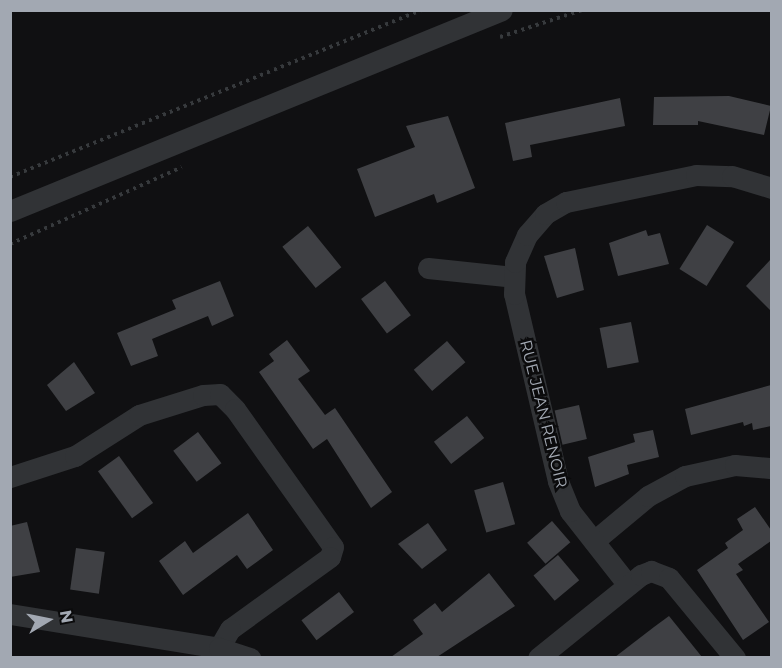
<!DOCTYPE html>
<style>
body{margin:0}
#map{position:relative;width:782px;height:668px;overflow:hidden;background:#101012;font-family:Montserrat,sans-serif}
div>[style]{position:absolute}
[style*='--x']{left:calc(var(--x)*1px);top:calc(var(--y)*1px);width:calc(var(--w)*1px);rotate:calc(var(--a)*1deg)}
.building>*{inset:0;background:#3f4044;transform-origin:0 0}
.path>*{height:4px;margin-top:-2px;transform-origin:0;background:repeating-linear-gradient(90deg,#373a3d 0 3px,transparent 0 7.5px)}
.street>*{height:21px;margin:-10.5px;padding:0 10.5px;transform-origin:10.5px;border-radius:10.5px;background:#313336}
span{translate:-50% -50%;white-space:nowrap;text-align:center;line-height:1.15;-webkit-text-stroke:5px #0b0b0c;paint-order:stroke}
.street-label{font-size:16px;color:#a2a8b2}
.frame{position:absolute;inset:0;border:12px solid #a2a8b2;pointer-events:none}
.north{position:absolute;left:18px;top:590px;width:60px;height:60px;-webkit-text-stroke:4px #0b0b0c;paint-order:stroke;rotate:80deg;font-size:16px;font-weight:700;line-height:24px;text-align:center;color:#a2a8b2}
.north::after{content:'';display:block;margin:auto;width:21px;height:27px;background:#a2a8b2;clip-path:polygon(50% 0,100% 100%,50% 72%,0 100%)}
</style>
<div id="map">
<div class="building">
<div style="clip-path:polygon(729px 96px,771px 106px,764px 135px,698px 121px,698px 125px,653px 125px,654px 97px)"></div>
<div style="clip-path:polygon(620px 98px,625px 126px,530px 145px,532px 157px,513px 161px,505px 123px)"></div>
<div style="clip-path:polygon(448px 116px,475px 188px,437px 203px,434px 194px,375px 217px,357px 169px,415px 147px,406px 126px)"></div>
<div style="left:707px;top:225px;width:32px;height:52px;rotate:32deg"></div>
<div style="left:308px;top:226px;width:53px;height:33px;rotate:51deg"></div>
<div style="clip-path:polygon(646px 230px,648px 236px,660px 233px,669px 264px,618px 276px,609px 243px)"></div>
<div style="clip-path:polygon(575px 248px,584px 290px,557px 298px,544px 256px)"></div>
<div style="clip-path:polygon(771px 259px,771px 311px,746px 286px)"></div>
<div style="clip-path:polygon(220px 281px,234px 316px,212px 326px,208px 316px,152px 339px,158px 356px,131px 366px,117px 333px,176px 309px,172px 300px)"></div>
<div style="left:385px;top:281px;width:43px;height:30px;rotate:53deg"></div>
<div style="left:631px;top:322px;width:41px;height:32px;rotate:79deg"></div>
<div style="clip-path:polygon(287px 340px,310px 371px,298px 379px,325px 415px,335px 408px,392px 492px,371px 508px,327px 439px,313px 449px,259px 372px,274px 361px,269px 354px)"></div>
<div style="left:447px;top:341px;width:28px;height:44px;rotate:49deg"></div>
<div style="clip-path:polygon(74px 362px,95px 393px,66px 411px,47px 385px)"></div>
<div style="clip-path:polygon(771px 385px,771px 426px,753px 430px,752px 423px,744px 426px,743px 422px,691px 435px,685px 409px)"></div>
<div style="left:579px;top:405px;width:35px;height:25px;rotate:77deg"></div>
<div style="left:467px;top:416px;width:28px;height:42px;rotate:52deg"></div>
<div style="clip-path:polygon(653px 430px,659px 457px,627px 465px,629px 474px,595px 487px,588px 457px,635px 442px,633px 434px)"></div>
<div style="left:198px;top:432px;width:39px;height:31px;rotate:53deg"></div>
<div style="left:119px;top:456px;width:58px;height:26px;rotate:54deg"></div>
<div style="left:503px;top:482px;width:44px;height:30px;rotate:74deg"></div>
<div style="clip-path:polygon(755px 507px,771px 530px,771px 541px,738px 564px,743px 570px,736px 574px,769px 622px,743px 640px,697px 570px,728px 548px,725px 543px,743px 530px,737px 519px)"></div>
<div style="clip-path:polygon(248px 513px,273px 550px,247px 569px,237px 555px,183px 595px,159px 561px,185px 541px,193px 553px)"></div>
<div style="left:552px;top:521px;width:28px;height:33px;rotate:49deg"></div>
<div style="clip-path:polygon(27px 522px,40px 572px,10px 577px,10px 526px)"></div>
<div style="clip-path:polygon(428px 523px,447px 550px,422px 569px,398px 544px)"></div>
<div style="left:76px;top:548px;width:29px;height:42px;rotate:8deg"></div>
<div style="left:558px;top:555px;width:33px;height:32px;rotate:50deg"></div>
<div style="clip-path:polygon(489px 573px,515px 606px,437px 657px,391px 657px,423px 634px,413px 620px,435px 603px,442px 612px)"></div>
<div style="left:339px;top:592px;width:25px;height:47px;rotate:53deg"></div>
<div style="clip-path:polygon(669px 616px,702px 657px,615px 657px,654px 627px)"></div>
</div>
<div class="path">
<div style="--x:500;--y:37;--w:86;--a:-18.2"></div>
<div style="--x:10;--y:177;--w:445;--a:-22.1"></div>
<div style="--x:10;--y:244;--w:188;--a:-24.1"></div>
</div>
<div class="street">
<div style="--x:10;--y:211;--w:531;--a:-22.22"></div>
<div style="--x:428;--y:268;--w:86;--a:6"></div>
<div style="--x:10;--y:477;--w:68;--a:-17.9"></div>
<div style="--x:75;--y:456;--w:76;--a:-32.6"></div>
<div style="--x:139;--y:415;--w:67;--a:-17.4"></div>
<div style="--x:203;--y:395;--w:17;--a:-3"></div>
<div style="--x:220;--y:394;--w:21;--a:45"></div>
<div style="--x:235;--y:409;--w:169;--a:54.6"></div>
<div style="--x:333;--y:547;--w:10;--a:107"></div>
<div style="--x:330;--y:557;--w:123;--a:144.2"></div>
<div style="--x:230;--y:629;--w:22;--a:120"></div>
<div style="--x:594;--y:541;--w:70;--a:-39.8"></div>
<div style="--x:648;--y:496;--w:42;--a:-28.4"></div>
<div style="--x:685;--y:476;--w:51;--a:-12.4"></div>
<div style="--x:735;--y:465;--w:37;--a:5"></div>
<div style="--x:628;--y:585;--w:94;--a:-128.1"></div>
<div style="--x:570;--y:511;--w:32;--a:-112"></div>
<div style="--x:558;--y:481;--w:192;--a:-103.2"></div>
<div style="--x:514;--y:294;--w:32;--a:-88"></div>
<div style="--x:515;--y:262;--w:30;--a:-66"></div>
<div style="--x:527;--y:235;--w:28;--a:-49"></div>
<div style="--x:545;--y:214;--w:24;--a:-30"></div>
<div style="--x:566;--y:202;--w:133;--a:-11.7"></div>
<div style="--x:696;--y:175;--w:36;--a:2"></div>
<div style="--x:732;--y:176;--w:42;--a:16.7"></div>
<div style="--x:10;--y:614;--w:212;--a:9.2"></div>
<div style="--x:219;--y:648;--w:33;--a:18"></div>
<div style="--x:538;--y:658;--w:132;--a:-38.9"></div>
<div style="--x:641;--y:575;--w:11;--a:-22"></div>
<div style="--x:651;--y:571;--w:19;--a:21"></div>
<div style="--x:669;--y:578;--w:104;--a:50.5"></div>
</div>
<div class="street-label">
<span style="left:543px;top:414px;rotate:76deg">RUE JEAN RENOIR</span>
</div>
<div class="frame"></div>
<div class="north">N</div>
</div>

ACTIVITY: Up to and including the line that contains "0 3px,transparent 0", print the records above exactly from their first line, without any pictures.

YOUR RESPONSE:
<!DOCTYPE html>
<style>
body{margin:0}
#map{position:relative;width:782px;height:668px;overflow:hidden;background:#101012;font-family:Montserrat,sans-serif}
div>[style]{position:absolute}
[style*='--x']{left:calc(var(--x)*1px);top:calc(var(--y)*1px);width:calc(var(--w)*1px);rotate:calc(var(--a)*1deg)}
.building>*{inset:0;background:#3f4044;transform-origin:0 0}
.path>*{height:4px;margin-top:-2px;transform-origin:0;background:repeating-linear-gradient(90deg,#373a3d 0 3px,transparent 0 7.5px)}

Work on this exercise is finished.